THE RECORDS:
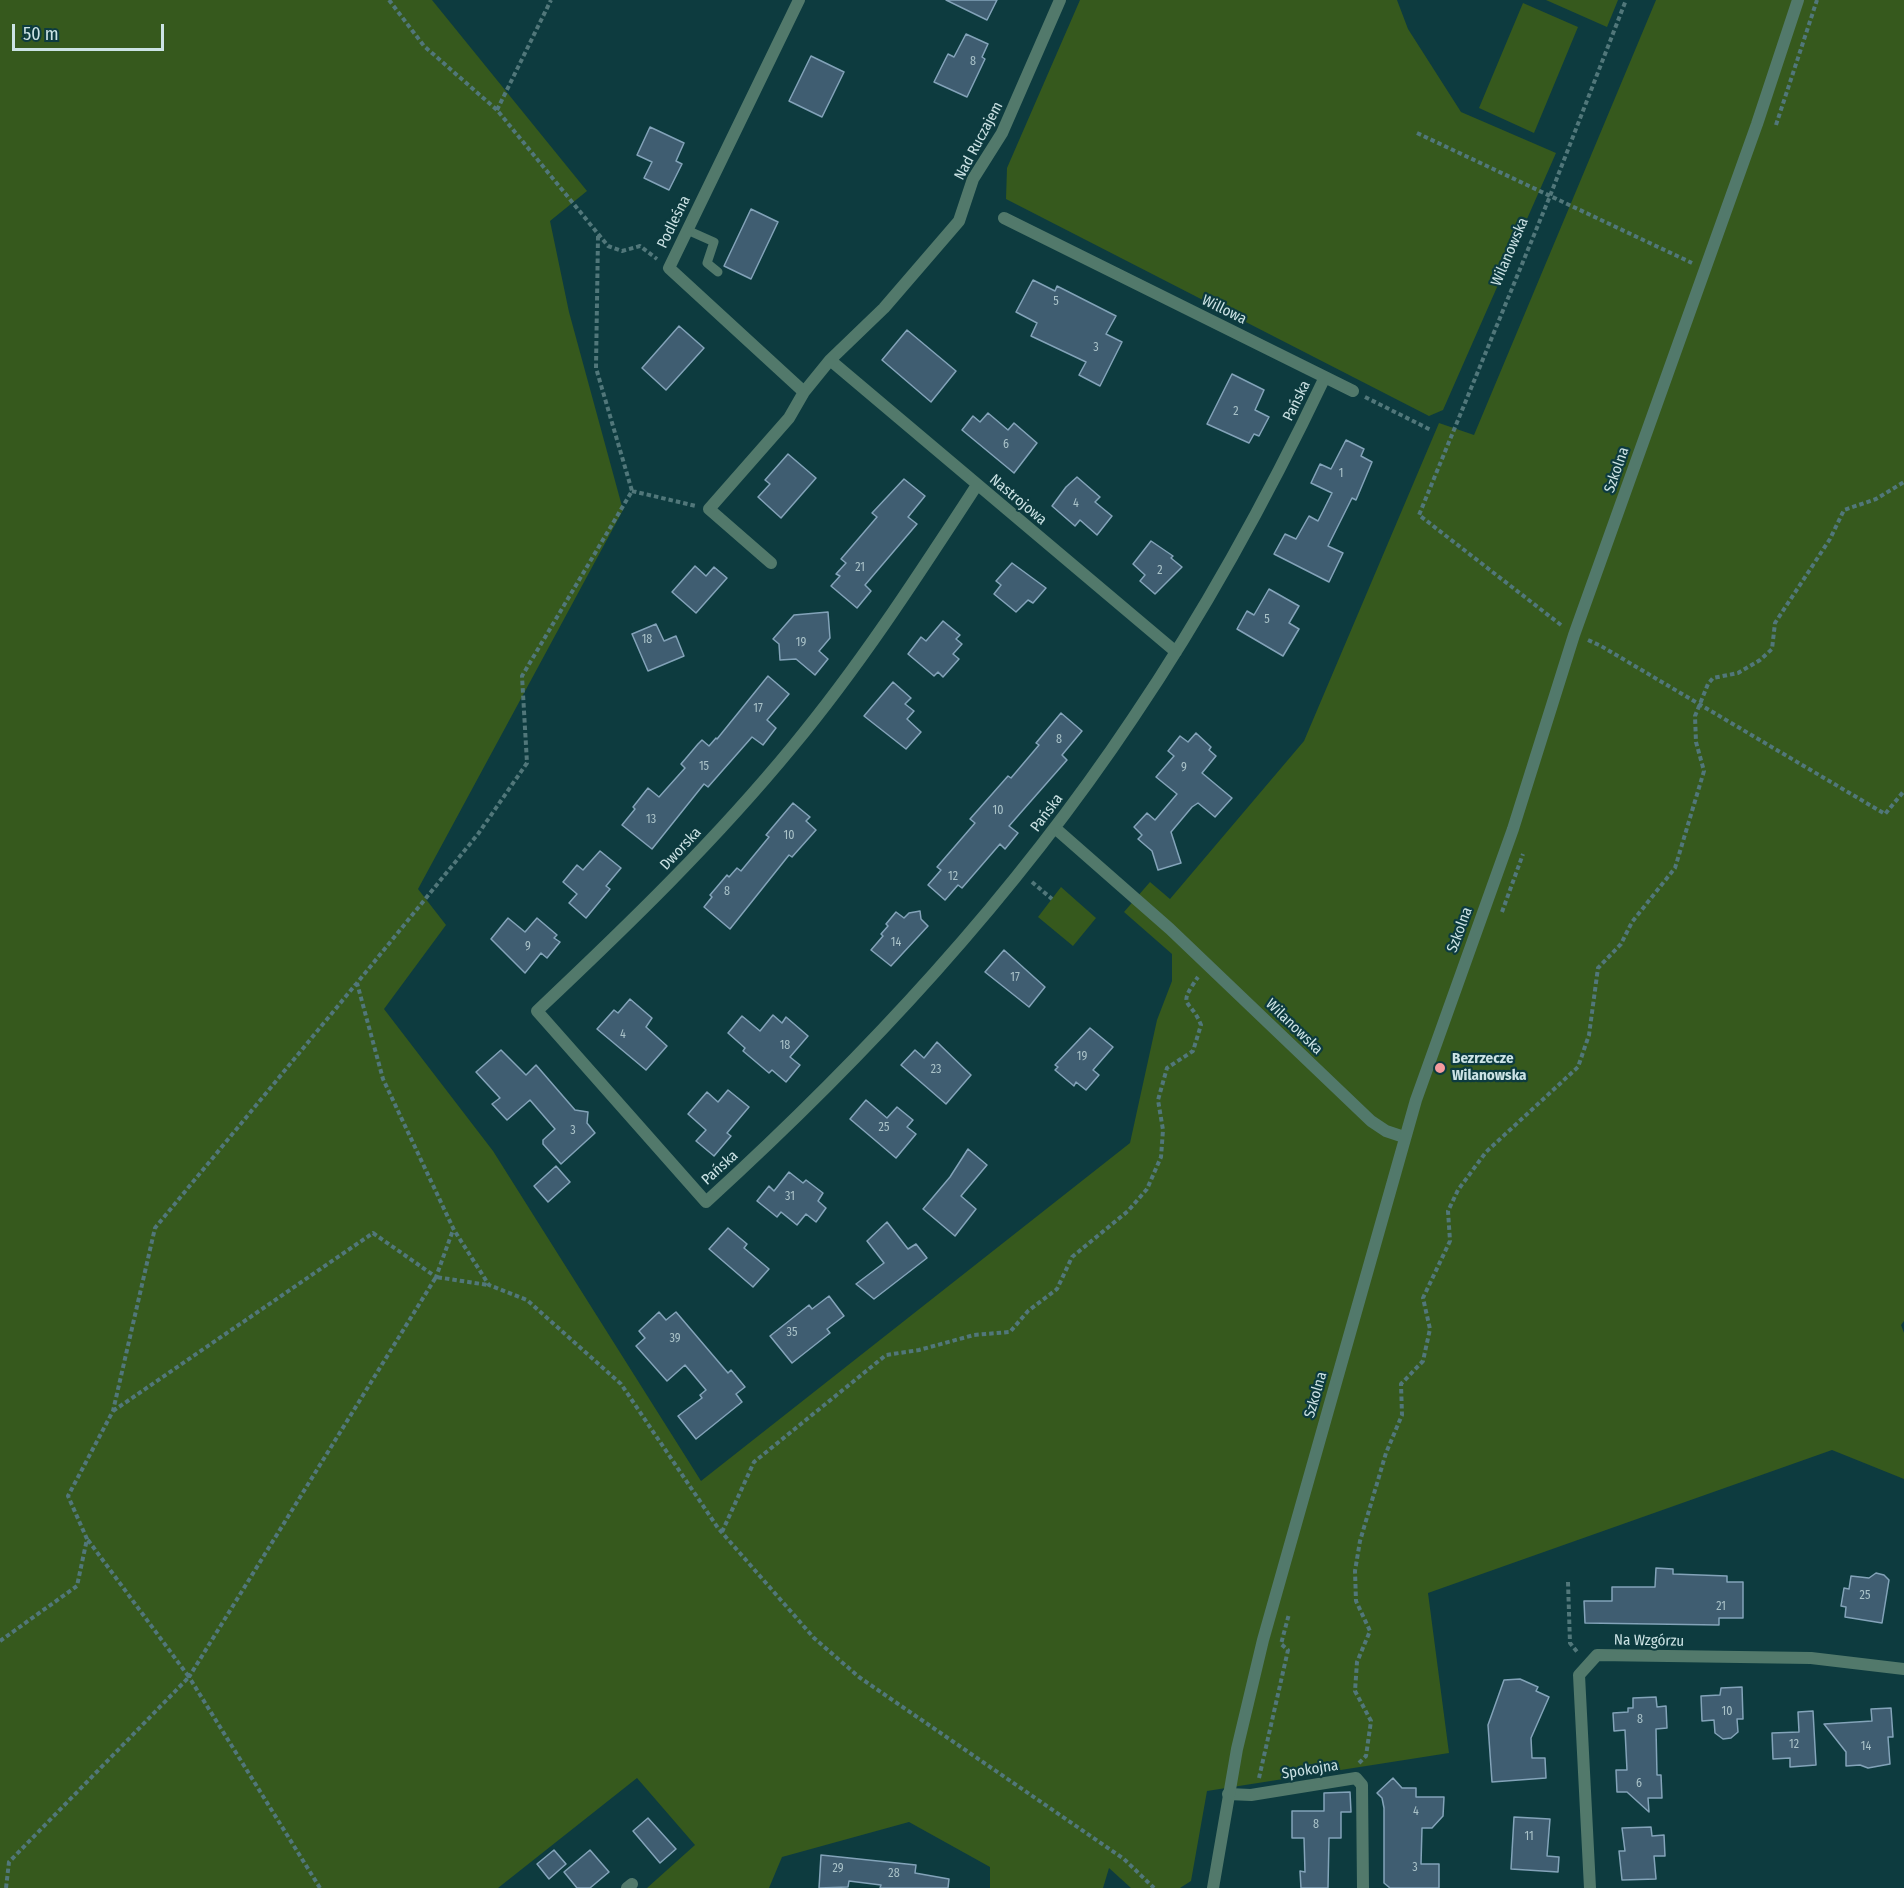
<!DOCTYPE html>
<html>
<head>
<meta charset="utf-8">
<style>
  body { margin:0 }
  #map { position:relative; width:1904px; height:1888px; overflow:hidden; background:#0d3b3f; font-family:"Fira Sans Condensed",sans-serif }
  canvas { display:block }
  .scale { position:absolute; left:12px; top:24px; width:152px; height:27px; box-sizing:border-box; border:3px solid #cce3e5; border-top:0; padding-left:8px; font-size:18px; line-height:21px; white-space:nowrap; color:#cce3e5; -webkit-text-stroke:4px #0d3b3f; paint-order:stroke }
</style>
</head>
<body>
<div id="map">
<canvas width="1904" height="1888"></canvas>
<div class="scale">50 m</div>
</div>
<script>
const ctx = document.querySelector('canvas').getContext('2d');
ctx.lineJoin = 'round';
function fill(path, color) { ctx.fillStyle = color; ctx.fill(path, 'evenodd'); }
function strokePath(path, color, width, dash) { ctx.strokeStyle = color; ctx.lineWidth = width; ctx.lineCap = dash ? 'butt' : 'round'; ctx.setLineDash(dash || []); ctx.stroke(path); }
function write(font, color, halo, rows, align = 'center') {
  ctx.font = font + ' "Fira Sans Condensed",sans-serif'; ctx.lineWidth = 4.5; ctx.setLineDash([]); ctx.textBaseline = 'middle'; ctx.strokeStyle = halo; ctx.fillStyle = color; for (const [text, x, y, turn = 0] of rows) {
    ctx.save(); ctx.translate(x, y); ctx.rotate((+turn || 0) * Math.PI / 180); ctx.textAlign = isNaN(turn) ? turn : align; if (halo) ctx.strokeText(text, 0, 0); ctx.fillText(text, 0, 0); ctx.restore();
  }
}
fill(new Path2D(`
  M0,0H432L587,191L550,221L569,312L623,510L418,889L446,925L384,1009L493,1151L701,1481L1130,1143L1157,1020L1172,981V954L1124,912L1150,882L1170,899L1304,741L1439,423L1474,435L1656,0H1904V1321L1901,1325L1904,1333V1479L1832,1450L1428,1593L1449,1753L1207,1791L1191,1881L1180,1888H1131L1109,1868L1103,1888H990V1867L909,1822L782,1857L769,1888H647L695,1845L637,1778L498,1888H0Z
  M1080,0H1397L1408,29L1461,112L1556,153L1443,410L1429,416L1006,199L1007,168Z
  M1546,0H1618L1607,27Z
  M1523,3L1578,27L1534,133L1479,108Z
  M1061,887L1096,918L1073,946L1038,917Z`), '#36591d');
const building = new Path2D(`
  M946,0H997L987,20Z
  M966,34L988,44L982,57L985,59L967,97L934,82L948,54L954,57Z
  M811,56L844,72L822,117L789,101Z
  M650,127L684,143L676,161L682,164L669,190L644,178L652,162L637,155Z
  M751,209L778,222L751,279L724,266Z
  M1033,280L1055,291L1057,286L1116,316L1106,334L1122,342L1100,386L1079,375L1086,362L1031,336L1037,323L1016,312Z
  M679,326L704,348L666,390L642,368Z
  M907,330L956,371L931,402L882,360Z
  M1232,374L1264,390L1255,410L1269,417L1259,436L1254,434L1249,443L1207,424Z
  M988,413L1008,430L1014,423L1037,443L1014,473L962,430L973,416L980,422Z
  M1346,440L1364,449L1361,456L1372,462L1356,500L1352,498L1328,546L1343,553L1329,582L1274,554L1285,534L1296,539L1309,516L1318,521L1332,493L1311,483L1320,464L1331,469Z
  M788,454L816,478L781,518L758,497L770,484L765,480Z
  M1077,477L1100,497L1095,502L1112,516L1097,535L1080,520L1075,526L1052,506L1066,487Z
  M904,479L925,496L908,517L917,524L865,585L871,591L857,608L831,586L840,576L836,574L846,563L841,559L877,517L872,513Z
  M1151,541L1173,556L1171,558L1182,567L1155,594L1140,581L1145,575L1133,564Z
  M1012,563L1046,588L1033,603L1028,600L1016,612L994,594L1001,585L996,581Z
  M695,566L706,576L714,567L727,578L696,613L672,592Z
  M1269,589L1299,606L1289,623L1299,629L1283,656L1237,629L1247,611L1254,615Z
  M828,612L830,638L819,651L828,659L815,675L796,659L780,660L779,644L773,639L794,615Z
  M943,621L960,635L956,639L962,644L953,654L959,659L943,677L938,672L934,676L908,654L921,637L926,641Z
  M656,624L664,641L676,636L684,656L648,671L632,634Z
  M768,676L789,694L767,720L776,728L763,745L752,737L708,787L704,784L652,849L622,825L635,809L633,807L648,788L659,797L685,768L681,764L698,744L702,740L709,746L716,738L717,739Z
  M893,682L911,698L905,704L914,711L907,719L921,732L906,749L864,716Z
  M1061,713L1082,731L1062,755L1067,760L1009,826L1018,833L1005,849L1000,844L962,888L958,885L945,900L928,885L941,870L937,867L975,823L970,819L1008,776L1011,778L1039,745L1036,743Z
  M1196,733L1211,747L1209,750L1216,756L1202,773L1232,798L1215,817L1198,803L1192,807L1171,832L1181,863L1158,870L1152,851L1138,839L1142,835L1134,827L1147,813L1155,820L1177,794L1156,777L1174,756L1168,751L1180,736L1188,742Z
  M793,803L810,817L806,821L816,830L792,857L789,855L730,929L704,907L712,897L710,895L727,875L729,877L737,868L741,871L769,837L766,835Z
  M600,851L621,868L606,886L610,889L586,918L569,903L577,894L563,882L577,865L583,870Z
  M920,911L921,919L928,926L891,966L871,950L883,936L881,934L888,926L886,924L896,912L904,918L909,913Z
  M508,918L525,932L537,918L557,935L554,938L560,942L547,958L541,953L525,973L491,939Z
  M1004,950L1045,987L1029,1007L985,972Z
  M630,999L652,1018L646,1027L667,1046L646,1070L597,1029L614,1010L618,1013Z
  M773,1015L782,1023L786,1017L808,1036L790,1057L800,1065L786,1082L772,1070L769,1073L743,1051L745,1048L728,1033L742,1016L760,1031Z
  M1090,1028L1113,1047L1093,1070L1099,1075L1086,1090L1076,1082L1074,1086L1055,1070L1058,1067L1055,1065Z
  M937,1042L971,1075L946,1104L901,1065L915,1050L924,1058Z
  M501,1050L526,1075L536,1065L575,1110L588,1112L587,1123L595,1133L561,1164L543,1144V1140L555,1129L530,1100L507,1120L492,1104L500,1098L476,1072Z
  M728,1090L749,1107L727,1133L731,1136L714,1156L696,1141L706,1130L688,1114L707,1092L718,1102Z
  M866,1100L887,1118L897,1107L913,1120L907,1127L916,1134L896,1158L850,1119Z
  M968,1149L987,1165L961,1196L976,1209L955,1236L923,1209L950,1177Z
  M556,1166L570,1182L548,1202L534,1186Z
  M789,1172L803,1183L806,1180L823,1193L818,1201L826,1208L816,1222L806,1214L797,1225L781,1212L777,1217L757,1201L769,1186L774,1191Z
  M887,1222L908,1249L916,1244L927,1258L874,1299L856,1284L884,1263L867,1241Z
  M728,1228L747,1244L744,1248L769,1269L753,1287L709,1249Z
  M829,1296L844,1316L827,1329L830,1333L792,1363L770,1336L809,1305L812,1309Z
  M659,1312L666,1320L676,1312L728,1373L731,1370L745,1387L736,1394L742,1402L696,1439L678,1416L702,1398L700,1395L706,1390L685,1365L667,1381L636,1346L645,1338L639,1331Z
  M1656,1568L1673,1569V1574L1727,1576V1582H1743V1618H1719V1625L1585,1623L1584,1601H1612V1587H1655Z
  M1876,1573L1884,1575L1889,1580L1882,1623L1845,1617L1846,1607L1841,1606L1844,1588L1849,1589L1851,1576L1869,1578Z
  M1520,1679L1538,1687L1536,1691L1549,1697L1531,1738L1532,1758H1545L1546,1778L1492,1782L1488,1725L1504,1680Z
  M1742,1687L1743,1719H1737L1738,1732L1731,1738L1723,1739L1715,1733L1714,1720L1702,1721L1701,1696L1720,1695L1721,1688Z
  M1656,1697L1657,1707L1666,1706L1667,1728L1656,1729L1657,1775H1661L1662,1798H1648L1649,1812L1627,1792H1617L1616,1770H1627L1625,1730L1614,1731L1613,1713L1628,1712V1708H1633V1698Z
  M1891,1708L1893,1737H1888L1890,1764L1868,1768L1860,1765L1846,1766V1752L1824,1724L1872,1721L1871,1709Z
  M1813,1711L1816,1765L1790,1767V1758L1773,1759L1772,1733L1799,1732L1798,1712Z
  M1393,1778L1402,1788H1416V1797H1444L1443,1816L1432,1828H1422L1421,1864H1439V1888H1390L1384,1883V1808L1382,1798L1377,1793Z
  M1350,1792L1351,1812H1341V1838H1329L1328,1888H1301L1300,1871L1305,1872L1304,1838H1292V1811H1324V1793Z
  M1514,1817L1550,1819L1547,1856L1559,1857L1558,1872L1511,1869Z
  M648,1818L676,1849L660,1863L633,1831Z
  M1651,1827L1652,1836L1664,1835L1665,1856H1654L1656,1879L1622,1880L1619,1851H1625L1622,1828Z
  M554,1850L566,1864L549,1879L537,1864Z
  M590,1850L609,1872L590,1888H577L564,1872Z
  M821,1855L916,1865L915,1873L949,1879L948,1888H880L881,1885L849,1881L848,1887L819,1888Z`);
fill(building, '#3f5d71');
strokePath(building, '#83a3b9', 1.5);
strokePath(new Path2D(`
  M389,0L424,46L497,110L608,246L622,251L640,246L657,259
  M497,110L551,0
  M1776,125L1817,0
  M1417,133L1692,263
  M598,236L596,368L632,491L522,676L527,763L478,834L357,983L383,1079L454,1230L489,1285L527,1300L621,1384L718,1528L814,1638L859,1677L1124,1859L1154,1888
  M1365,397L1431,430
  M632,491L696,506
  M1561,625L1419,515L1550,196L1626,0
  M1588,640L1601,646L1885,814L1904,791
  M1032,882L1052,899
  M1502,912L1523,854
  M113,1411L373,1233L436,1277L453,1230
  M722,1532L754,1462L886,1355L919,1350L974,1335L1010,1332L1028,1311L1057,1289L1072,1257L1128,1211L1147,1189L1161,1157L1163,1130L1158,1100L1167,1068L1193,1051L1201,1025C1190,997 1176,1009 1198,977
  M1568,1582L1570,1643L1578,1653
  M0,1641L77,1586L87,1539L68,1496L113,1411L155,1228L356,984
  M1359,1763L1366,1756L1371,1721L1355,1691L1357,1662L1370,1631L1356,1601L1355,1571L1360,1541L1386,1453L1402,1415L1401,1384L1423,1361L1430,1329L1423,1298L1450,1241L1448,1211L1458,1190L1486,1152L1578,1067L1589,1035L1598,968L1621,944L1632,922L1675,868L1704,771L1696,742L1695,716L1708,684L1713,678L1738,673L1760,660L1772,649L1775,623L1830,539L1844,510L1876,499L1904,482
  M1259,1778L1288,1650L1281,1644L1289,1614
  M6,1888L9,1862L189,1677L88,1540
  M320,1888L189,1677L436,1277L488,1285`), '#51777a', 4, [4.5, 3]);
strokePath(new Path2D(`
  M687,230L714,242L707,263L718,272`), '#52796b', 9);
strokePath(new Path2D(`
  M799,0L669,268L804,392
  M1004,218L1353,391
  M830,360L1176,652
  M977,485C919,574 861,664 793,746C715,841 627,926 537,1011L706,1202C866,1056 1013,898 1133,718C1206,610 1269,495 1325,377
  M771,563L709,509L789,418L804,392L830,360L884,308L959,221L973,179L1002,133L1060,0
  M1055,828L1170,929L1371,1121L1386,1131L1404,1137
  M1228,1794L1251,1795L1356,1778L1362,1785L1363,1888
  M627,1888L632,1884
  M1590,1888L1579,1675L1597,1655L1811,1658L1904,1669`), '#52796b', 12);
strokePath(new Path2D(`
  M1213,1888L1237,1749L1263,1640L1416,1100L1513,829L1574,635L1757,124L1798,0`), '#52796b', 12);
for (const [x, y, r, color] of [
  [1440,1068,6,"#f59b9e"]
]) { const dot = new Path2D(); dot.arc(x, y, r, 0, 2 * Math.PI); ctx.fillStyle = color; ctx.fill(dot); strokePath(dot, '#0d3b3f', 2); }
write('12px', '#a9c2c8', null, [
  ["8",973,62],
  ["5",1056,302],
  ["3",1096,348],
  ["2",1236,412],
  ["6",1006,445],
  ["1",1341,474],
  ["4",1076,504],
  ["21",860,568],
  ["2",1160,571],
  ["5",1267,620],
  ["18",647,640],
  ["19",801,643],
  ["17",758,709],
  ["8",1059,740],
  ["15",704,767],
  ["9",1184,768],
  ["10",998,811],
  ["13",651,820],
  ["10",789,836],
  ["12",953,877],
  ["8",727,892],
  ["14",896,943],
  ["9",528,947],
  ["17",1015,978],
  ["4",623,1035],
  ["18",785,1046],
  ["19",1082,1057],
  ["23",936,1070],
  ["25",884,1128],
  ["3",573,1131],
  ["31",790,1197],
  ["35",792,1333],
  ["39",675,1339],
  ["25",1865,1596],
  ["21",1721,1607],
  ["10",1727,1712],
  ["8",1640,1720],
  ["12",1794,1745],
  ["14",1866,1747],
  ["6",1639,1784],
  ["4",1416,1812],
  ["8",1316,1825],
  ["11",1529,1837],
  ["3",1415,1868],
  ["29",838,1869],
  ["28",894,1874]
]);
write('15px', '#cce3e5', '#0d3b3f', [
  ["Nad Ruczajem",979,141,-62],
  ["Podleśna",674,222,-64],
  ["Wilanowska",1510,252,-67],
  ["Willowa",1224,310,26],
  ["Pańska",1297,401,-64],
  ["Szkolna",1617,470,-71],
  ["Nastrojowa",1018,500,40],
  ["Pańska",1047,813,-53],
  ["Dworska",681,849,-47],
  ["Szkolna",1460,930,-70],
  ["Wilanowska",1294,1027,44],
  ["Pańska",720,1168,-42],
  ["Szkolna",1316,1395,-74],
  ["Na Wzgórzu",1649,1641,1],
  ["Spokojna",1310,1770,-9]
]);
write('bold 15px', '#cce3e5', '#0d3b3f', [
  ["Bezrzecze",1452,1059],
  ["Wilanowska",1452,1076]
], 'left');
</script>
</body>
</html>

WHAT THE TASK ASKS: Please return every line in the data that includes the string "rows".

WRITTEN ANSWER:
function write(font, color, halo, rows, align = 'center') {
  ctx.font = font + ' "Fira Sans Condensed",sans-serif'; ctx.lineWidth = 4.5; ctx.setLineDash([]); ctx.textBaseline = 'middle'; ctx.strokeStyle = halo; ctx.fillStyle = color; for (const [text, x, y, turn = 0] of rows) {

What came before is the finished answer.